コーヒーにグラスフェッドバターとMCTオイルを混ぜて飲む”バターコーヒー”が日本で一般的に話題に挙がるようになったのが2017年末〜2018年頃だと認識しているのですが、それから3年経った今でも新製品の話が目に入ります。自分も初めてバターコーヒーという単語を見た当時、バターコーヒーを作って飲んでみたりしたこともありましたが、少し続けてみても結局パフォーマンスが上がる感じはしなかったので、そのままフェードアウトする形で飲まなくなりました。

とまあ、バターコーヒーが美味しいとか体に良いとかは思わないのでまた飲んでみたいと言う気持ちは一切ないのですが、久しぶりにバターコーヒー関連の製品の情報をキャッチして、コーヒーに溶かすだけで簡単にバターコーヒーが作れる!といった売り文句を見たとき、”ヌルいな・・・”と思いました。よもやバターすら使わずして、バターコーヒーとはなんぞや?と思ったわけです。

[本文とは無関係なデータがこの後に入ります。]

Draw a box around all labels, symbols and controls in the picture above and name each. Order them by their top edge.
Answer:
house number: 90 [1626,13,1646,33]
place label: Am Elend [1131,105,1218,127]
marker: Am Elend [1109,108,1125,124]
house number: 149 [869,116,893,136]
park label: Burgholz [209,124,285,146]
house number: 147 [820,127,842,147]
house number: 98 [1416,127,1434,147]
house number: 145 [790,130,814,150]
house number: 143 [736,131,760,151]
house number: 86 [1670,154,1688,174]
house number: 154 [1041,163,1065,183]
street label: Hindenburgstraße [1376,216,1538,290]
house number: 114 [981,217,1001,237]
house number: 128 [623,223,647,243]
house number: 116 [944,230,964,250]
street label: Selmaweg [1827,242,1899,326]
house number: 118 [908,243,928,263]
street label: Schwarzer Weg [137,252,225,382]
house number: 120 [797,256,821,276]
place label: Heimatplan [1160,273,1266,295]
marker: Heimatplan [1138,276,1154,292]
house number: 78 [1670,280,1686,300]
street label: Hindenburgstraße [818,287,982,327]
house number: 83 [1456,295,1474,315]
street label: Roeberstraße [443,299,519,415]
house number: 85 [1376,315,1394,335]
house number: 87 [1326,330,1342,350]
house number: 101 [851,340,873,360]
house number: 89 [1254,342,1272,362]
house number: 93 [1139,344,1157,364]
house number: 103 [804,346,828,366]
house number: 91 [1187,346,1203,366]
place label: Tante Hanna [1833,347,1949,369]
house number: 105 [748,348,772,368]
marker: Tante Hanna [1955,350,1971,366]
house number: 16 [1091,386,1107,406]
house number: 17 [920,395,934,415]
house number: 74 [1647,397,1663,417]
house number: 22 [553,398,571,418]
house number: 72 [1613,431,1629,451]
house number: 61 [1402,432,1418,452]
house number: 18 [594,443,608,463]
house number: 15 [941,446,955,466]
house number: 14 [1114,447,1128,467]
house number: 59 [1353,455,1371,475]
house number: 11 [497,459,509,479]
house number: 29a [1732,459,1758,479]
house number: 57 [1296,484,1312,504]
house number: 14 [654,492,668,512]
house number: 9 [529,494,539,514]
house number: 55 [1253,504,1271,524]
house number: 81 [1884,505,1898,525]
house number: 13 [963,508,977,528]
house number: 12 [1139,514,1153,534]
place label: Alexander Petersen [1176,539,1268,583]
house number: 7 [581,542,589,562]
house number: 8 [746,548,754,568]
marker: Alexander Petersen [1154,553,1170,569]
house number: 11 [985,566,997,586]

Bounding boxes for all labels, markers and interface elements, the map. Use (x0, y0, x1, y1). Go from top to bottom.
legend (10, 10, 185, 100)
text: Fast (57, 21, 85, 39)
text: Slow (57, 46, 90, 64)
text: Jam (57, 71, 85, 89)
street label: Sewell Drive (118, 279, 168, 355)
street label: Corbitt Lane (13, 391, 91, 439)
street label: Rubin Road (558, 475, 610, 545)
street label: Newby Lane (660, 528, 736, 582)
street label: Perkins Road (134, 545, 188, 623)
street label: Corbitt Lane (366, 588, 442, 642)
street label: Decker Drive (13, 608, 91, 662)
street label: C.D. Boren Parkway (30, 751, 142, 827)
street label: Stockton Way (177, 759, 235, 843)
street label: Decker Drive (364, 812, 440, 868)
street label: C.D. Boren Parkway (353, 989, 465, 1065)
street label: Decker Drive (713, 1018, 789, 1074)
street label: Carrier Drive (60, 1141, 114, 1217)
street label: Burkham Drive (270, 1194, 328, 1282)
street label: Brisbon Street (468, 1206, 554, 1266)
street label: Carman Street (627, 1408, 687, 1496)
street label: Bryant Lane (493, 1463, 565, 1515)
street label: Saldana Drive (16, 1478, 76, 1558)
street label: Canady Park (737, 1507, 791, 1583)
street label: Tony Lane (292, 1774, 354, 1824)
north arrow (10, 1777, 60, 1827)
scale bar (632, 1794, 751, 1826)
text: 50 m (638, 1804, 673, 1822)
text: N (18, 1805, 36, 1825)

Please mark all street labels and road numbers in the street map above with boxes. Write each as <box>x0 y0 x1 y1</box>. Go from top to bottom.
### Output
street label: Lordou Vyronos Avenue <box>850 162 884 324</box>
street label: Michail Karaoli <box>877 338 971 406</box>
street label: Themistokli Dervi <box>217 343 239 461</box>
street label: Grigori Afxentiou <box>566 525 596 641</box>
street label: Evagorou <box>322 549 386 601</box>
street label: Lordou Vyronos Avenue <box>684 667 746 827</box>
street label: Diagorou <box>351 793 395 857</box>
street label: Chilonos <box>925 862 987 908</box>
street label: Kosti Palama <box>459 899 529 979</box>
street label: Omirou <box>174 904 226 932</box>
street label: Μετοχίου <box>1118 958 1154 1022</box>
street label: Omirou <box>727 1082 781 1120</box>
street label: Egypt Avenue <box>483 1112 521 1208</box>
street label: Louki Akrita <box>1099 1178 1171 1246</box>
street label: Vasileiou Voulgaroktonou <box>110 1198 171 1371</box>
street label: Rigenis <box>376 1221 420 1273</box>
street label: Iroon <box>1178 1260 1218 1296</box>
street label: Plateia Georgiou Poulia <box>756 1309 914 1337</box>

そのとき、バターコーヒーを名乗るのであれば、むしろバターでドリップすべきだと思いました。水気のない、100%バターでドリップしたコーヒー。これこそまさに真にバターコーヒーと呼ぶにふさわしいのではないでしょうか。そして、思いついたからには自分で試してみることにしました。

無塩バターでコーヒーをドリップする

と、威勢は良いもの、グラスフェッドバターは咄嗟に手に入るものではないので、普通にスーパーで手に入る無塩バターでコーヒーをドリップすることにします。コーヒー豆は、マンデリンのスペシャルティコーヒー豆を使用します。

無塩バターとコーヒー豆

バターとコーヒー。これから始まる奇跡のコラボレーションに期待が高まります。

本当はやる前に自らこんなことは言いたくは無いのですが、材料を沢山使用してバターコーヒーをドリップしても無駄になることが目に見えているので、バターは70g、コーヒー豆は10g程度の利用に抑えたいと思います。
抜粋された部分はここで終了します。